### PROBLEM
How many of the lines below have "linejoin" in them? Say the number and nothing more.

[Entries taken from a collection]

- Opening Delimiter -

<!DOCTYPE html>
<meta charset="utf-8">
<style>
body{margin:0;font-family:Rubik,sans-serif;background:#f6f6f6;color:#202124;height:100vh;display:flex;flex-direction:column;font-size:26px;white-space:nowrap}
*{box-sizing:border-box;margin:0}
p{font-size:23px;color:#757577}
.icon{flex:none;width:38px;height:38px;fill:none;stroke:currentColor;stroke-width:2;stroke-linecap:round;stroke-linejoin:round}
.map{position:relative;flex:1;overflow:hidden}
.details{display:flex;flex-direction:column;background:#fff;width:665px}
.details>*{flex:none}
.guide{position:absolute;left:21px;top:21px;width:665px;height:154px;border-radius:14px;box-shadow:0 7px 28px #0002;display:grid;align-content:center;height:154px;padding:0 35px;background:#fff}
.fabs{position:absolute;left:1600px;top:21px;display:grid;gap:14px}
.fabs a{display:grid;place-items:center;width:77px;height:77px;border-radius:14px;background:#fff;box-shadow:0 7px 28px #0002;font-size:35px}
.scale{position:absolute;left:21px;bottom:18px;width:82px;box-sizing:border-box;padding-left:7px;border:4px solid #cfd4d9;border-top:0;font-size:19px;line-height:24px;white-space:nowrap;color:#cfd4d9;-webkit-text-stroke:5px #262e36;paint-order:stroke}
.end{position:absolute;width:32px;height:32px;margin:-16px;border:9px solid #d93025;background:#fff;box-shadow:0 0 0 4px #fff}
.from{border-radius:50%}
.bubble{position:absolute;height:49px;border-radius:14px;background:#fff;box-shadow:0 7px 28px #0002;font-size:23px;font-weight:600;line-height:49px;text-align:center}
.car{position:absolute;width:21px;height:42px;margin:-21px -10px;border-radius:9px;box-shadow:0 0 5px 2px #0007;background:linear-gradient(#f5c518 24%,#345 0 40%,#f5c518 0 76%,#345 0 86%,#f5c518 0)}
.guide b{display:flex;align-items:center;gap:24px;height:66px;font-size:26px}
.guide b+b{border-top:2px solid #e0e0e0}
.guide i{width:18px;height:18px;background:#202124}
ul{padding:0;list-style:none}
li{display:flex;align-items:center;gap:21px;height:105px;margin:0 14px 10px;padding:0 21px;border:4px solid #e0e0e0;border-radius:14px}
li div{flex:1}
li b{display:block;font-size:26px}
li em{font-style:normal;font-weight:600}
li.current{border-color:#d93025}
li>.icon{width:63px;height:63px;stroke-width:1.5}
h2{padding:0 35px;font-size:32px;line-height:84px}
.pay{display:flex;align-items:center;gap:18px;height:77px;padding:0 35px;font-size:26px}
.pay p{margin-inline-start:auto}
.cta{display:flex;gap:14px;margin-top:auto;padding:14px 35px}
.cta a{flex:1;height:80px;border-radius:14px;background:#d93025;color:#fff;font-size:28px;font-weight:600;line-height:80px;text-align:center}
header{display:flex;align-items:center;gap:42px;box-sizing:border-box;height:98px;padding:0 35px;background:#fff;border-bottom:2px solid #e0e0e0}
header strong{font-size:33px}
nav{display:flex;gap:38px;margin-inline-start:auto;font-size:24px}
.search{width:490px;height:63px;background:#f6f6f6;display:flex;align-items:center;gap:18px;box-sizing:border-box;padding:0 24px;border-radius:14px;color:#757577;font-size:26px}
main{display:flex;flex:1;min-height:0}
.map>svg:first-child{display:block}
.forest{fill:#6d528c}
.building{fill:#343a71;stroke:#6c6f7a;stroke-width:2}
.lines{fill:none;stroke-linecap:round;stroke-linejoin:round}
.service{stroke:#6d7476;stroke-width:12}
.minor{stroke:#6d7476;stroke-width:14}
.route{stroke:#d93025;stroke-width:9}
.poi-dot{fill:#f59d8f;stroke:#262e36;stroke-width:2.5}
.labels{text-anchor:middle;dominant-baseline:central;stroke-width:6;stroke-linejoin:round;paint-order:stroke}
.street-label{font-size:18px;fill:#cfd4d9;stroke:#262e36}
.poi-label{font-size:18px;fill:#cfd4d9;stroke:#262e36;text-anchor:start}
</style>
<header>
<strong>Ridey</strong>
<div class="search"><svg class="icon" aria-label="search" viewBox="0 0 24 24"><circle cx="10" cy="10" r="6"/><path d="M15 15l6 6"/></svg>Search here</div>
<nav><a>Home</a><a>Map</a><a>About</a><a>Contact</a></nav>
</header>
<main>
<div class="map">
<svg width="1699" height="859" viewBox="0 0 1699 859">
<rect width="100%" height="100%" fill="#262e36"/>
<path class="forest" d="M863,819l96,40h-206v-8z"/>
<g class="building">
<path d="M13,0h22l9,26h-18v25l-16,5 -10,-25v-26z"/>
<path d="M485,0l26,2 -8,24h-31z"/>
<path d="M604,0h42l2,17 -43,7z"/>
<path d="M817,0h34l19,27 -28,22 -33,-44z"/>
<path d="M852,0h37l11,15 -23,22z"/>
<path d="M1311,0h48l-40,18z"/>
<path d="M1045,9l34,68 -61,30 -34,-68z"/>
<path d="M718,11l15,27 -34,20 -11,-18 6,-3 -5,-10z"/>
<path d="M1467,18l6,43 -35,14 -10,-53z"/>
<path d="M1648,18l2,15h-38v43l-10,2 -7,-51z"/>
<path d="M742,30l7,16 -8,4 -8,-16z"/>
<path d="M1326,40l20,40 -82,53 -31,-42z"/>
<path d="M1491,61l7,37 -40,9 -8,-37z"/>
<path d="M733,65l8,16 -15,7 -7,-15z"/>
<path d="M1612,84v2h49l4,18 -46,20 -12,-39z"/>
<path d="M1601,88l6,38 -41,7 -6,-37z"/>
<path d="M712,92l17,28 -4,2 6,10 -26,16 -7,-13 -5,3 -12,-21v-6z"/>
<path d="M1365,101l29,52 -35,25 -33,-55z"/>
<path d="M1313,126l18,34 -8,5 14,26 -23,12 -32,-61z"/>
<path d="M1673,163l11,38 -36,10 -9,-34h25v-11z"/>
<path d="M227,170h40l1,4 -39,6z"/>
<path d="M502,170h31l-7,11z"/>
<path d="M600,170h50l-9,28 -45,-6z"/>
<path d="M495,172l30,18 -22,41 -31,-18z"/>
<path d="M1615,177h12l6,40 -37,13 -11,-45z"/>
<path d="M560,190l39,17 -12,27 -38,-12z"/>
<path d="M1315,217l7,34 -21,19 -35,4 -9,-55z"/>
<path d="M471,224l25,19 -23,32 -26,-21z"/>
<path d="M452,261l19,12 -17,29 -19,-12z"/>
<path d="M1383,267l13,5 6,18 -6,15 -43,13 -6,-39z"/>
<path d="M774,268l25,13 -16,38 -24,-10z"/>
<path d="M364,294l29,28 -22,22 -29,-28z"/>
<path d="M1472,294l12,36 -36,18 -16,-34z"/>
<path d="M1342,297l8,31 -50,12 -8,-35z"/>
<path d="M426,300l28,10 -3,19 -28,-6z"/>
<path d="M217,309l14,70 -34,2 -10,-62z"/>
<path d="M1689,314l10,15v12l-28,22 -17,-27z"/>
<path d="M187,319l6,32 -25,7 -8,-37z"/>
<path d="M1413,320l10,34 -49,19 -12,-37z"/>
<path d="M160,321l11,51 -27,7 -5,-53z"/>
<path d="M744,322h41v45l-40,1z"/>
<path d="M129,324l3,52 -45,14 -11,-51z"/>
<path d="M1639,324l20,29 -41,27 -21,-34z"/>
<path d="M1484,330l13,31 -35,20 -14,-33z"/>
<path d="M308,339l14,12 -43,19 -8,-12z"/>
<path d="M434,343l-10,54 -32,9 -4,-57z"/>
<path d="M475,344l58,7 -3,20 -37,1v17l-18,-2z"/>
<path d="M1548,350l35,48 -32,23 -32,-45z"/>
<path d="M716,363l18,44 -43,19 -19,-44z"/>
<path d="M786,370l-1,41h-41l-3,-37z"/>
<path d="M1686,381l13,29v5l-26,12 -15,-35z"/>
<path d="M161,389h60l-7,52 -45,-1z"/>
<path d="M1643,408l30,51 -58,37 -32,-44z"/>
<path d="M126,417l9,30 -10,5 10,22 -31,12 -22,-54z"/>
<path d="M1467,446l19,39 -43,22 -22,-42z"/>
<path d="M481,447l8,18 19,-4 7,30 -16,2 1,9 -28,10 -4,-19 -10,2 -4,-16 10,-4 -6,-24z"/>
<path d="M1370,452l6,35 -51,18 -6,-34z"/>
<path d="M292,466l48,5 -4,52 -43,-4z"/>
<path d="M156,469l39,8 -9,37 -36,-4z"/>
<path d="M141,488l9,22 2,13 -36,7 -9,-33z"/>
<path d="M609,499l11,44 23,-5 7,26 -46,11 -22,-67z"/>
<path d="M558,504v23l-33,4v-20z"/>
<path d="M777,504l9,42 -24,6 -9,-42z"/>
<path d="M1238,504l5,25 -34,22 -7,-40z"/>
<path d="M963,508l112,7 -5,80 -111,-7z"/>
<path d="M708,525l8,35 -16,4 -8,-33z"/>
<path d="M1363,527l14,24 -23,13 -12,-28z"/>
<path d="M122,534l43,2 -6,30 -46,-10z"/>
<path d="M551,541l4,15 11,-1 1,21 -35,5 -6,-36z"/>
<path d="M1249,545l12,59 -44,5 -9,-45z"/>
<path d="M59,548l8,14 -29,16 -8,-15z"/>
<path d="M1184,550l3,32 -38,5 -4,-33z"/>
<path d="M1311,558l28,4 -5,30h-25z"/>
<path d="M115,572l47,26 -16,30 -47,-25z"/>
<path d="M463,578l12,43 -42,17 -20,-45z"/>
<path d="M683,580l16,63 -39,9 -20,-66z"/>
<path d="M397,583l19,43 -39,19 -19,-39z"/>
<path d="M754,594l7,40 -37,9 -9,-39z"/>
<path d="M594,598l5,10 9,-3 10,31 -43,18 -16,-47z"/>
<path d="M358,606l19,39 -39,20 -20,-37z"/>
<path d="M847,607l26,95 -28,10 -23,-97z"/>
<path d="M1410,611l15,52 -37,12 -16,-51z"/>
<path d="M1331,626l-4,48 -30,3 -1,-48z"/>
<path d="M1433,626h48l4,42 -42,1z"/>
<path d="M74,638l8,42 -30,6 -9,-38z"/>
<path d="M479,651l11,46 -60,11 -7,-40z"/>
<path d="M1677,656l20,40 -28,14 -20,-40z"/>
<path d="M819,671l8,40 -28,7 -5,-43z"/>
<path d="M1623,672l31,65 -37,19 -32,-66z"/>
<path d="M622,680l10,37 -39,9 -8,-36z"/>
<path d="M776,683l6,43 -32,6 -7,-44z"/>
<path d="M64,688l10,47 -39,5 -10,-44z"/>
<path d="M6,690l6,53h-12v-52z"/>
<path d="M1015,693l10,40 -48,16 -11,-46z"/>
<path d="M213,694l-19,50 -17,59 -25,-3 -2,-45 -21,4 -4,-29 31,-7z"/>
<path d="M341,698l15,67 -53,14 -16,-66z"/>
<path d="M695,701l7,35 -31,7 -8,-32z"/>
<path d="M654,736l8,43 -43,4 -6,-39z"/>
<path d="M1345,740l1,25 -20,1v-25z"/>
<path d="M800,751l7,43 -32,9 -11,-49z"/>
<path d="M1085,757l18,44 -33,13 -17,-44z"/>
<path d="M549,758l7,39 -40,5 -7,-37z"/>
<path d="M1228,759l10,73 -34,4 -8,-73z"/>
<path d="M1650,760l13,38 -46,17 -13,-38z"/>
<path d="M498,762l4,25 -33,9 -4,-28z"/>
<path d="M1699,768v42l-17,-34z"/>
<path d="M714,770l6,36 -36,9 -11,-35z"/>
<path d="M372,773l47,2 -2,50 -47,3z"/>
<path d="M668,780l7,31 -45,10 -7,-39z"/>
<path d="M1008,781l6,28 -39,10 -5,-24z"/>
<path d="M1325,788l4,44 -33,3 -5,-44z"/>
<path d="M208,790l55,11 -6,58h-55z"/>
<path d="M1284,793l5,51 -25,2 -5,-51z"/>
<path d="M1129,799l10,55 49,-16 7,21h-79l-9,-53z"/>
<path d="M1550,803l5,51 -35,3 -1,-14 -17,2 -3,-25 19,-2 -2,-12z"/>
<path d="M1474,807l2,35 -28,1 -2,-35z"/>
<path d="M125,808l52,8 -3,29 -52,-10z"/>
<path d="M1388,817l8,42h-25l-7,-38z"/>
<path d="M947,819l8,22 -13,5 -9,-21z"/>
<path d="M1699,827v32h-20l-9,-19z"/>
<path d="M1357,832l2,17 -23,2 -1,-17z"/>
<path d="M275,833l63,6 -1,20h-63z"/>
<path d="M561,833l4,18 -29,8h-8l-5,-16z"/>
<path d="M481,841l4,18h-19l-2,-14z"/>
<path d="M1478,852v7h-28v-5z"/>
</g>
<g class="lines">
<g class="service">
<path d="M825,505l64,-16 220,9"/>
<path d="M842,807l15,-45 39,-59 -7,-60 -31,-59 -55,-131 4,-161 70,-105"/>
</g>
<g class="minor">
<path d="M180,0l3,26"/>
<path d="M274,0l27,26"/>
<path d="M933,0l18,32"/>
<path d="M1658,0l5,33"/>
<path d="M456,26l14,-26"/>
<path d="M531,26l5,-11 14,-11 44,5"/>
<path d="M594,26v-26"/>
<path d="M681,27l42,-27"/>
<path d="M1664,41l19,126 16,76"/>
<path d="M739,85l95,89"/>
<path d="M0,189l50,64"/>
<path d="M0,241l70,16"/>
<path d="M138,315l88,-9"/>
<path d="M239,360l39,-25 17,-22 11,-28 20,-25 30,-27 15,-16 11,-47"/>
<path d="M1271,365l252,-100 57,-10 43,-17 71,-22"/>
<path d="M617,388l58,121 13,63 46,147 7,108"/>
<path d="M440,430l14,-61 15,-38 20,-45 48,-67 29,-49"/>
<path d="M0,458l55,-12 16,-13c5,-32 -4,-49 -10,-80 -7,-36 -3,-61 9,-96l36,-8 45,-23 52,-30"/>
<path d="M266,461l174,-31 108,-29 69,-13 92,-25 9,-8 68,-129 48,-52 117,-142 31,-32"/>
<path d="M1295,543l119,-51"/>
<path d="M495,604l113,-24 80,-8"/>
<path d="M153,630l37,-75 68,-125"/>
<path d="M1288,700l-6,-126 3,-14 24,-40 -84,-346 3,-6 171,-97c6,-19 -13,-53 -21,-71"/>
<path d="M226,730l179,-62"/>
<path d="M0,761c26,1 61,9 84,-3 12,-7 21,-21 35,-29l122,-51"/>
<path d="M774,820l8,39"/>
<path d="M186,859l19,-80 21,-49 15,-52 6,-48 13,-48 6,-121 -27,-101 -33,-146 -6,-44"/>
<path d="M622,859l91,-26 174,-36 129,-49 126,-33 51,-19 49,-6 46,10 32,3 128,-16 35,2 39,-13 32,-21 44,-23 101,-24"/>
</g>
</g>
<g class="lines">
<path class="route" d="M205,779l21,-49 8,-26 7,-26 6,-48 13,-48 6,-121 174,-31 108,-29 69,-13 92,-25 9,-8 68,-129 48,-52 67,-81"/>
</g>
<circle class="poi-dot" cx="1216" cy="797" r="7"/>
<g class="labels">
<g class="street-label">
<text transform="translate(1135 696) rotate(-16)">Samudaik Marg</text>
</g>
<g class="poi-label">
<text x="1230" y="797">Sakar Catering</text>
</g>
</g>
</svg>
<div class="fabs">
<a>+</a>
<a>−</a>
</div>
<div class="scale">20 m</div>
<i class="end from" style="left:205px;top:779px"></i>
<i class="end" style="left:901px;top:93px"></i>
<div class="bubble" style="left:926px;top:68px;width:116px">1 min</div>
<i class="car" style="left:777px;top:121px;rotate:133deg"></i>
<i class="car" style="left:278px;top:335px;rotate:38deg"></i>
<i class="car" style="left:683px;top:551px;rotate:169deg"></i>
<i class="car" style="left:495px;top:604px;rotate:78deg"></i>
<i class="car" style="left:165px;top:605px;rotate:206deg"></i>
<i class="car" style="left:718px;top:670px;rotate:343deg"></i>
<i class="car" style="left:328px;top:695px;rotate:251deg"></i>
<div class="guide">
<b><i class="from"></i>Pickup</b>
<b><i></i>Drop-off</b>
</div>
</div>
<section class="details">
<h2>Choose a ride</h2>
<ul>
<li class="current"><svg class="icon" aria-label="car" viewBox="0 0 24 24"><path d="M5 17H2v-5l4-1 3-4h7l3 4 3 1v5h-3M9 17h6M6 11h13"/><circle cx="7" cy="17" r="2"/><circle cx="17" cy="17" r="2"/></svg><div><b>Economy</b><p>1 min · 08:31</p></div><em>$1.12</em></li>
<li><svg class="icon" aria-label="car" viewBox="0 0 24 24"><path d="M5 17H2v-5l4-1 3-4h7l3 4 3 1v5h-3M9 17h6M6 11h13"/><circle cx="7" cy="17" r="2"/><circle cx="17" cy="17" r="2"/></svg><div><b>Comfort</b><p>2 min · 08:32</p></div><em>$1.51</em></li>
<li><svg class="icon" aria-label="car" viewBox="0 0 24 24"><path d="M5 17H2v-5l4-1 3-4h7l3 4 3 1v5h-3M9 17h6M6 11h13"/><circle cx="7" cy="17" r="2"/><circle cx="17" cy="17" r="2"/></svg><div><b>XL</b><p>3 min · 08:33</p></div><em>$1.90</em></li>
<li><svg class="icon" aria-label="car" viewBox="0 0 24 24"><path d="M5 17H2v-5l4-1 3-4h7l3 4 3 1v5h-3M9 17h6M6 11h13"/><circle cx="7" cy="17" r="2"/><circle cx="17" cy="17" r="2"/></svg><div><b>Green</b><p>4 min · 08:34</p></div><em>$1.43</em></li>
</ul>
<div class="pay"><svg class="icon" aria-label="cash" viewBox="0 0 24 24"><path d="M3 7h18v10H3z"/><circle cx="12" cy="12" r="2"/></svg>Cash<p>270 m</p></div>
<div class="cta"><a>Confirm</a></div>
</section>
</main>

- Closing Delimiter -

### FINISHED EXERCISE
3